Caiado: politizar pandemia é ‘inadmissível’

Vera Magalhães

Exclusivo para assinantes

Um raramente comedido Ronaldo Caiado compareceu virtualmente ao centro do Roda Viva nesta segunda-feira para tentar jogar água na fervura em que seu aliado e correligionário Luiz Henrique Mandetta, que ele mesmo indicou para ocupar o Ministério da Saúde, ardeu o dia inteiro.

Diante do recuo de Bolsonaro, que decidiu, não se sabe por quanto tempo, manter Mandetta no posto, Caiado guardou a conhecida verve explosiva e procurou moderar nas críticas ao governo federal. Pouco mais de duas semanas depois de anunciar seu rompimento com o presidente, quando ele foi às manifestações contra o Congresso no dia 15 de março, já durante a recomendação de confinamento, e depois exortou o comércio e as escolas a voltarem a funcionar, dias depois, desta vez ele elogiou a escolha de ministros “técnicos” e disse acreditar que, de agora em diante, Bolsonaro vai moderar o temperamento explosivo.

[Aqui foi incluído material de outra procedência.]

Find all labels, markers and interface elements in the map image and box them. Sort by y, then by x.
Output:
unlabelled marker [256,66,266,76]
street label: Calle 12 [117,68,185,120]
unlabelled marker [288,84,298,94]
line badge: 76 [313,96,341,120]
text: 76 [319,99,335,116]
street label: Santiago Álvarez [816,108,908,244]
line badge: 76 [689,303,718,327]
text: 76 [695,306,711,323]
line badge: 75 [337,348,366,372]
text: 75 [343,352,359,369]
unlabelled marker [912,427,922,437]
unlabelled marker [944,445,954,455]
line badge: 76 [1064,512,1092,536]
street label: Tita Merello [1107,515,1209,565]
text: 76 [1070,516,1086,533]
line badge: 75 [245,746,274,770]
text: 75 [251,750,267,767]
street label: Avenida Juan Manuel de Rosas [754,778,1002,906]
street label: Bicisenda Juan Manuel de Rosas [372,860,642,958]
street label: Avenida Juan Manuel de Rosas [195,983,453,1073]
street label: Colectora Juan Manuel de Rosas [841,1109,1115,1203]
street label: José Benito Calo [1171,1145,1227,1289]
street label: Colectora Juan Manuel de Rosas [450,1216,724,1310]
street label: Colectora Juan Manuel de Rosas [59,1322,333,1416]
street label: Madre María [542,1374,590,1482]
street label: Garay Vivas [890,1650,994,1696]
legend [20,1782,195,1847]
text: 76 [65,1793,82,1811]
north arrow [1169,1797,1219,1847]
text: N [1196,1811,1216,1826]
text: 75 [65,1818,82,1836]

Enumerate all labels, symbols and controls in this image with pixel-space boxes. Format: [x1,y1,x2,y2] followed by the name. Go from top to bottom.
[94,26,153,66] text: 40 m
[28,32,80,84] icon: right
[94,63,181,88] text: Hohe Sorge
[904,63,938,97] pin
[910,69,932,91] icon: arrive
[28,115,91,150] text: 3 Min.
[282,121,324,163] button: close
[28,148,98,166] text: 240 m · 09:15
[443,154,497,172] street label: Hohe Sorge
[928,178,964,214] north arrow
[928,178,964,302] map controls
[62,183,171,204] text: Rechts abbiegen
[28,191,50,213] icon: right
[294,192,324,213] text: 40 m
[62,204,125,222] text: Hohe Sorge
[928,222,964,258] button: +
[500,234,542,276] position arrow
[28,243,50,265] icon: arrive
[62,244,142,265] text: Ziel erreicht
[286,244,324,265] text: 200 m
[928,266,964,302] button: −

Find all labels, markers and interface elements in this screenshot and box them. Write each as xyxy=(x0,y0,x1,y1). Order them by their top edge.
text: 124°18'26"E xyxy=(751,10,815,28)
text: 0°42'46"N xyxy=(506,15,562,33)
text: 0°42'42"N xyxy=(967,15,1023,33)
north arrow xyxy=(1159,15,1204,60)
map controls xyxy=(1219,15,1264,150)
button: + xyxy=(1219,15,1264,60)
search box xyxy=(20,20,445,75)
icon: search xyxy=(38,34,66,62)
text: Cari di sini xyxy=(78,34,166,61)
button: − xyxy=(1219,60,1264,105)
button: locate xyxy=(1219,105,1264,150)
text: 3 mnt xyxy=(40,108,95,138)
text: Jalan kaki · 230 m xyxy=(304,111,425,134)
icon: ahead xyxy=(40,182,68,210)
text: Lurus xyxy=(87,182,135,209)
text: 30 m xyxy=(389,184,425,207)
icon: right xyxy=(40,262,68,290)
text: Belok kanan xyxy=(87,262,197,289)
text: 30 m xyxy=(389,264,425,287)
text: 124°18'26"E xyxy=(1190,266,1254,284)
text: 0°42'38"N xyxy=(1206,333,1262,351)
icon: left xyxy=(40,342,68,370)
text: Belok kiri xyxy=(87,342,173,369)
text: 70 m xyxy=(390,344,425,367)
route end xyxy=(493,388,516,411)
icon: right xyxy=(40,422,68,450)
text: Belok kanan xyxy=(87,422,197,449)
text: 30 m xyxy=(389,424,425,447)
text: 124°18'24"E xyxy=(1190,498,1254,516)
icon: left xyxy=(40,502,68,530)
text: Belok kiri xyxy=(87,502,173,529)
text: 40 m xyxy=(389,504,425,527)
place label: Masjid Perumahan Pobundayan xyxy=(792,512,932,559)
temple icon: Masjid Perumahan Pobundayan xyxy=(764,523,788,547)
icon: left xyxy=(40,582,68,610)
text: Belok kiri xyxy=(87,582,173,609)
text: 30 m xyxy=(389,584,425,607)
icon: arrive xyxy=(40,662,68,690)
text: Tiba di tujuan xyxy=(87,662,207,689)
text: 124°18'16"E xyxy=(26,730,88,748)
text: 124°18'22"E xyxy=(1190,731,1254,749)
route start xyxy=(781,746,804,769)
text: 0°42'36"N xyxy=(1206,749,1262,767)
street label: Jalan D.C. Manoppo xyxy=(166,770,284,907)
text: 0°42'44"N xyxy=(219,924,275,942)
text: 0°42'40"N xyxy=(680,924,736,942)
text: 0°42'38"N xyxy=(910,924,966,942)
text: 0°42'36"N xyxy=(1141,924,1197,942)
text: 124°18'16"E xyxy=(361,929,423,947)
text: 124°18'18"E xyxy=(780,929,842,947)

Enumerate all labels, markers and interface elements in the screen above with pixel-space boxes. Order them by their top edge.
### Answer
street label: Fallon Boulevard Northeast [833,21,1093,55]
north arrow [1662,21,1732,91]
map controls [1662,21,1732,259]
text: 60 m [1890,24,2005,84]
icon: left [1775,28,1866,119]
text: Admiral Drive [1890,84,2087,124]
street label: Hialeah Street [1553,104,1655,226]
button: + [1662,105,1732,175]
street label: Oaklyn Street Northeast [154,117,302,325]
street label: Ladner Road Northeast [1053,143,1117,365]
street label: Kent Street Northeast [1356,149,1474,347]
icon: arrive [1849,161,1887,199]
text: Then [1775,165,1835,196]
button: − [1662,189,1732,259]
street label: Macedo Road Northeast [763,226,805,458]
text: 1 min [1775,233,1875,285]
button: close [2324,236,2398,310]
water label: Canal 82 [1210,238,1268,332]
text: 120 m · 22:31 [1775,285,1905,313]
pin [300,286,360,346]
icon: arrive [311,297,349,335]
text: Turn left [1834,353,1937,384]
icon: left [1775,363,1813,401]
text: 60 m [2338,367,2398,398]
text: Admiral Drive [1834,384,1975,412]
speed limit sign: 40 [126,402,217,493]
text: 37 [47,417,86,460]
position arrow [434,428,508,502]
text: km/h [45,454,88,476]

Ele contemporizou até quanto aos efeitos da retórica de aliados de Bolsonaro anti-China para o agronegócio, principal setor econômico de seu Estado e aquele do qual o próprio governador é oriundo. Afirmou que não podem ser declarações de algumas pessoas, que não representam o governo, que vão ditar retaliações da China ao Brasil.

Para o governador goiano, é “inadmissível” politizar uma pandemia como a de covid-19, quando a prioridade deve ser salvar vidas. Ele exortou o governo federal a se guiar pela medicina e pela ciência, disse que teria sido muito grave se Bolsonaro tivesse demitido Mandetta antes do auge a contaminação e afirmou que os grandes gargalos enfrentados pelos Estados na tentativa de achatar a curva de contágio têm sido a falta de equipamentos de proteção individual e de respiradores pulmonares.